Белобрысый, как трясогузка, немец с порога направил на солдатика автомат, весело пролаял «Хенде хох!» и улыбнулся Клавдии.
– Ваш, ваш, – сказал солдатик, вставая и поднимая руки.
– Заявился, здрасте–пожалуйста! – подступила к немцу Клавдия. – Шпрехен зи дойч проклятый. Убери кочергу–то свою: чай, не на улице. – Обернулась к солдатику: – А ты чего руки растопырил, совсем чокнулся со страху? Муж он мне, понимаешь, муж, гатте, ферштейн?
– Я, я.
– Ну и проваливай, коли ты. На вот на дорожку.

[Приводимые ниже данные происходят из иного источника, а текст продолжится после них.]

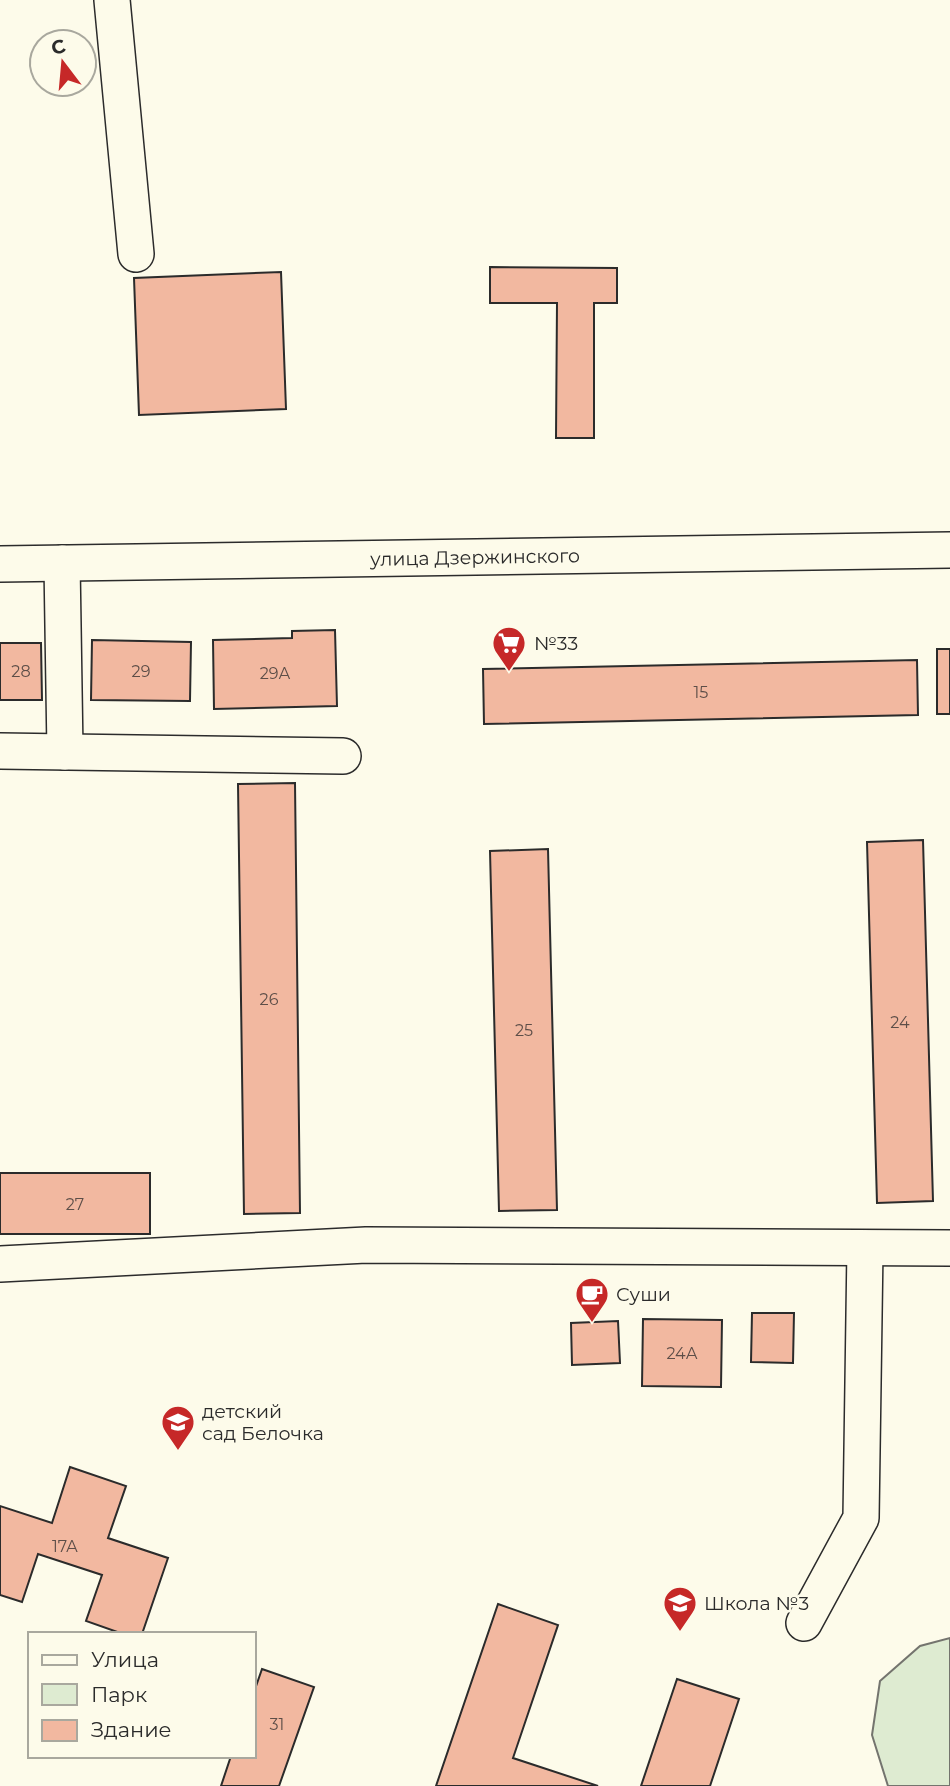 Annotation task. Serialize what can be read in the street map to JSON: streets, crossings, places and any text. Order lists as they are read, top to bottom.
{
  "streets": {
    "street": ["улица Дзержинского"]
  },
  "places": {
    "supermarket": ["№33"],
    "cafe": ["Суши"],
    "school or university": ["детский сад Белочка", "Школа №3"]
  },
  "house_numbers": [
    "28",
    "29",
    "29А",
    "15",
    "26",
    "24",
    "25",
    "27",
    "24А",
    "17А",
    "31"
  ],
  "legend": ["Улица", "Парк", "Здание"],
  "north": "top"
} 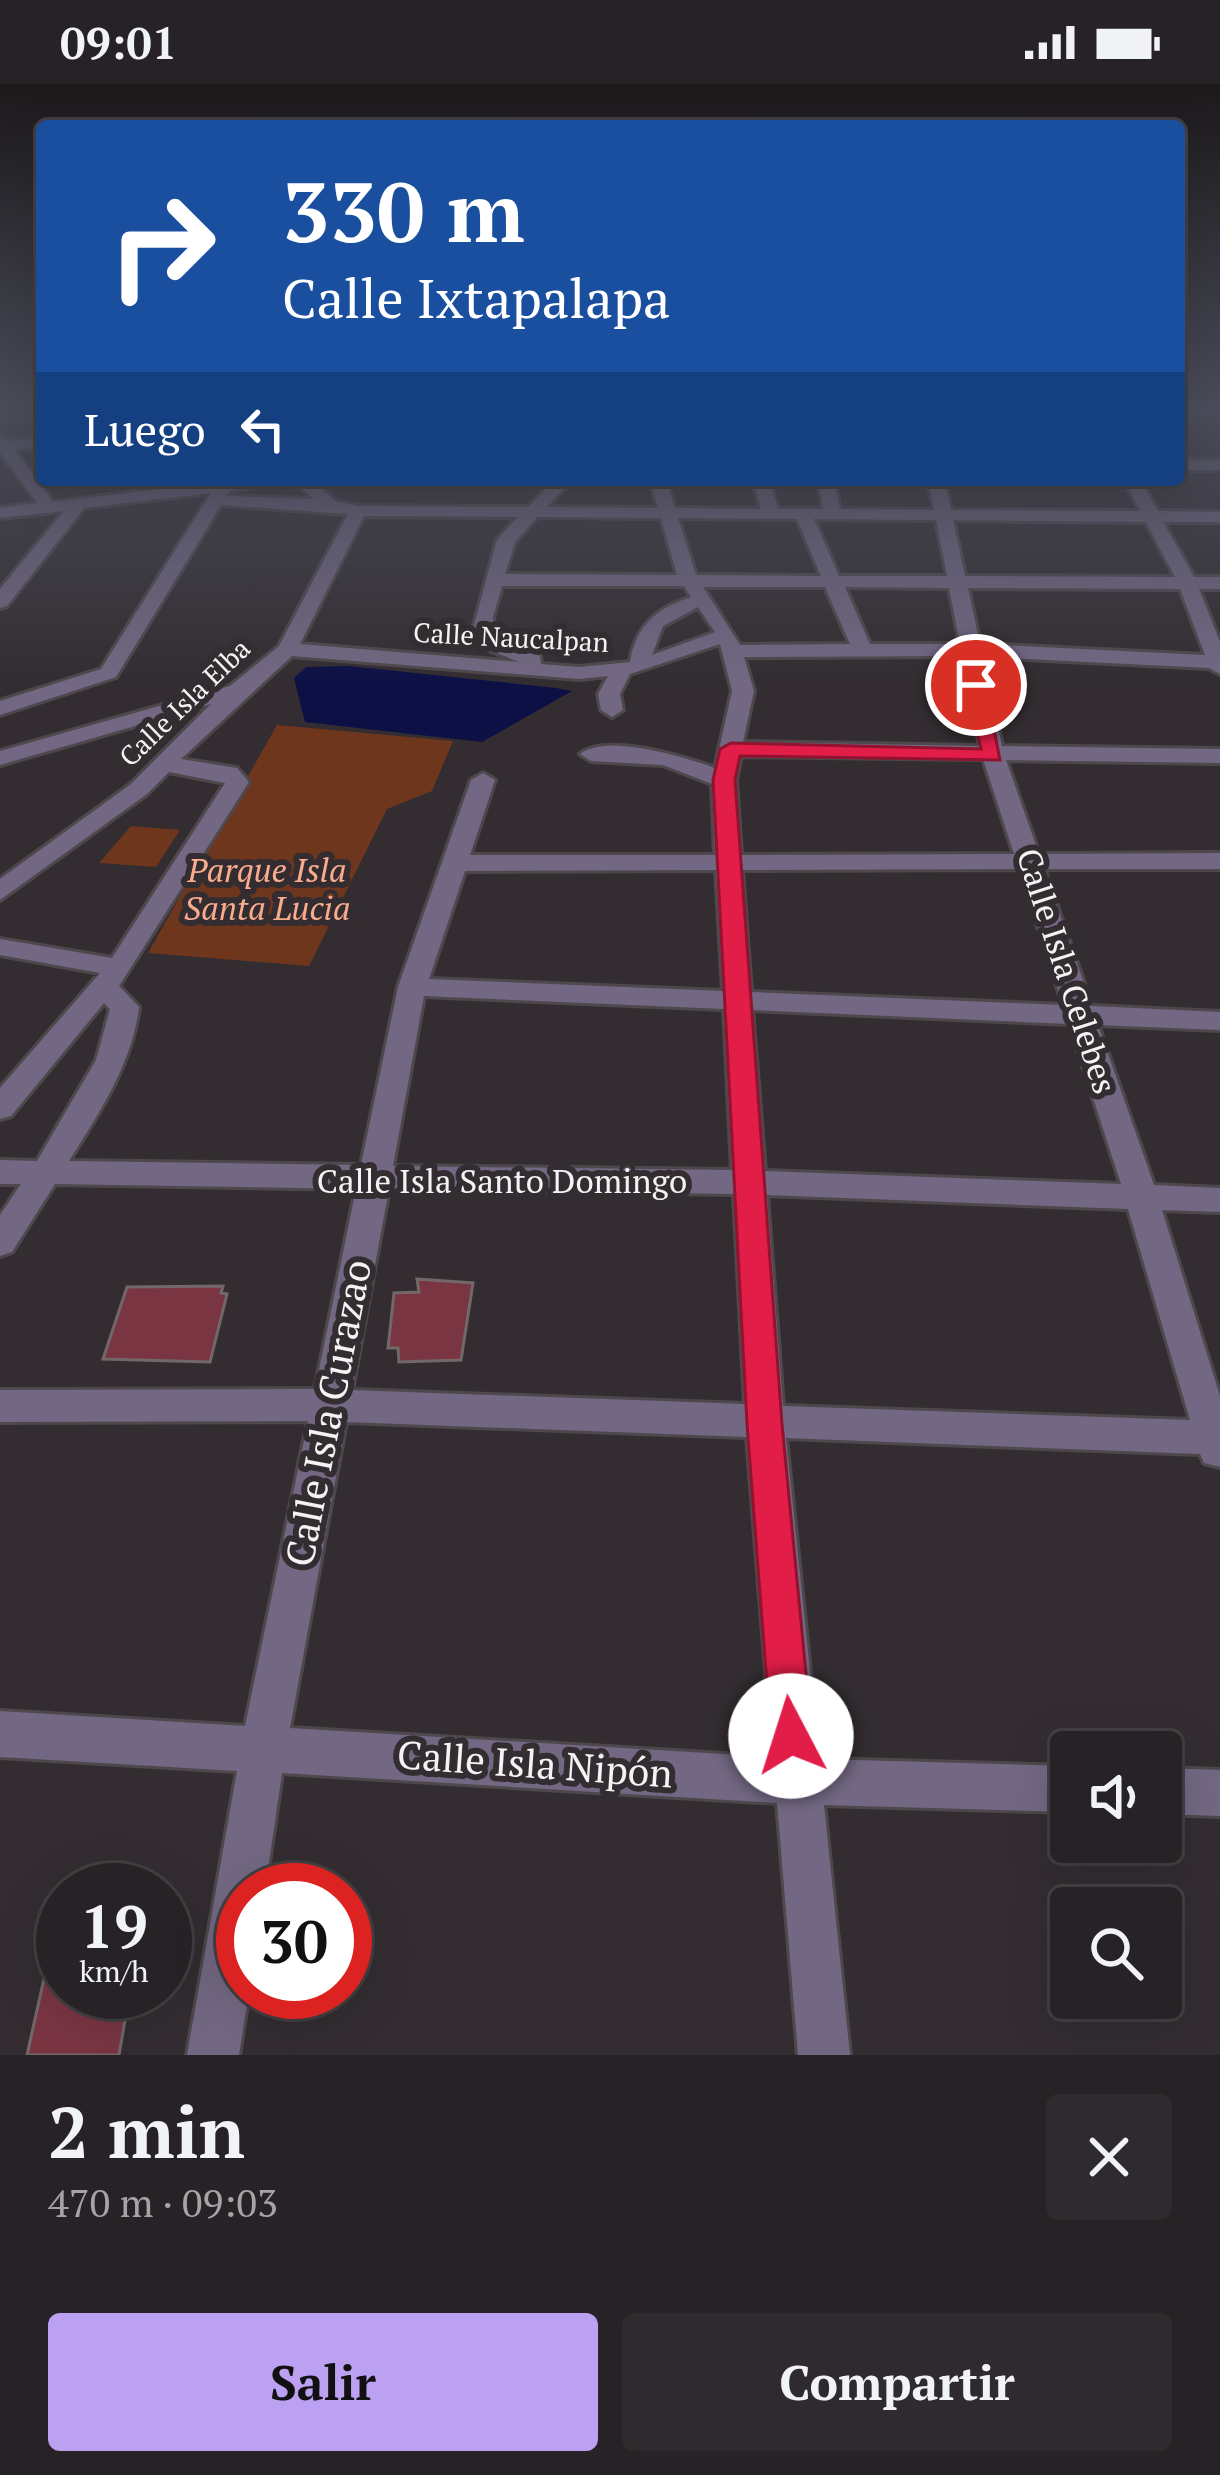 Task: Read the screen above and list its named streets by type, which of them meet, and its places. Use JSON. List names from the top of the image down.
{
  "streets": {
    "street": [
      "Calle Naucalpan",
      "Calle Isla Elba",
      "Calle Isla Celebes",
      "Calle Isla Santo Domingo",
      "Calle Isla Curazao",
      "Calle Isla Nipón"
    ]
  },
  "crossings": [
    ["Calle Naucalpan", "Calle Isla Elba"],
    ["Calle Naucalpan", "Calle Isla Celebes"],
    ["Calle Isla Celebes", "Calle Isla Santo Domingo"],
    ["Calle Isla Santo Domingo", "Calle Isla Curazao"],
    ["Calle Isla Curazao", "Calle Isla Nipón"]
  ],
  "parks": ["Parque Isla Santa Lucia"],
  "page": {
    "status": "09:01",
    "turn": ["330 m", "Calle Ixtapalapa"],
    "then": "Luego",
    "speed": "19 km/h",
    "limit": "30",
    "heading": ["2 min", "470 m · 09:03"],
    "buttons": ["Salir", "Compartir"]
  }
}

Она всучила опешившему немцу банку с молоком и выставила его из избы:
– Завтра приходи, морген, ферштейн?
Солдатик назвался Петром Черёмовым. Клавдия постелила ему на полу, он лёг и затих. Поскрипев кроватью, затаилась и Клавдия, напрочь лишённая сна неожиданной для себя готовностью отозваться на его зов. «Спишь?» – спросит он, – «Нет, а что?» – ответит она. «Да так, что–то не спится». Он подсядет к ней на кровать, закурит. Спичка на секунду высветит его лицо… Как будет дальше, Клавдия не загадывала.
Ходики с «Утром в сосновом бору» на циферблате ехидненько покашливали на стене между ними: кхе–кхе! кхе–кхе! Солдатик молчал. Уснул, что ли?
– Эй, солдатик, спишь, что ли?
– Нет.
– Рассказал бы что. Лежишь, как колода.
– Что рассказывать? Нечего рассказывать. – Он явно не был расположен к разговору. Клавдия долго пыталась растормошить его вопросами, потом плюнула, сгребла в охапку подушку и одеяло и босиком перебежала комнату.
– Подвинься!
Он был холодный, как покойник, и ничегошеньки не умел.
Под утро Клавдия, так и не соснувшая в эту ночь, растолкала Черёмова. Он притянул её к себе, но начинало развидняться, где–то хлопнула калитка; коротко поцеловав его, Клавдия отстранилась:
– Поторопись! Того гляди, немцы нагрянут.
Наскоро накрыв на стол и собрав узелок, Клавдия принесла из сеней початую бутылку водки, налила в два стакана – себе поменьше:
– Выпьем на дорожку.
Молча чокнулись.
– Вспоминай, – грустно усмехнулась Клавдия. Черёмова быстро развезло, он стал клясться, что как только, так сразу и обязательно.
– Ладно, ладно… Сколько лет–то тебе?
– Восемнадцать.
– А моему двадцать три было…
Через хлев, огородом она вывела его в лес. На поляне, со всех сторон заслонённой елями, остановилась:
– Давай прощаться. По этой тропке аж до Москвы дотопать можно.
Я вернусь, – сказал Черёмов.
Клавдия засмеялась:
– После дождичка в четверг. – Осеклась, спросила серьёзно: – Тебе хорошо было со мной?
– Первая ты у меня.
– Я знаю. Ну, иди, иди. Петя, Петя, петушок, золотой гребешок! – Волосы у него и впрямь были жёлтые, как золотые шары в палисаднике. Вчера она не заметила этого.
– Я вернусь, – шептал ей в ухо Черёмов, – вот увидишь.
– Господи, уйдёшь ты наконец? – Клавдия вывернулась из его объятий.
На востоке, куда, оборачиваясь, уходил солдатик, спросонья нехотя ворочалась война. «Почему на востоке?» – с ужасом подумала Клавдия.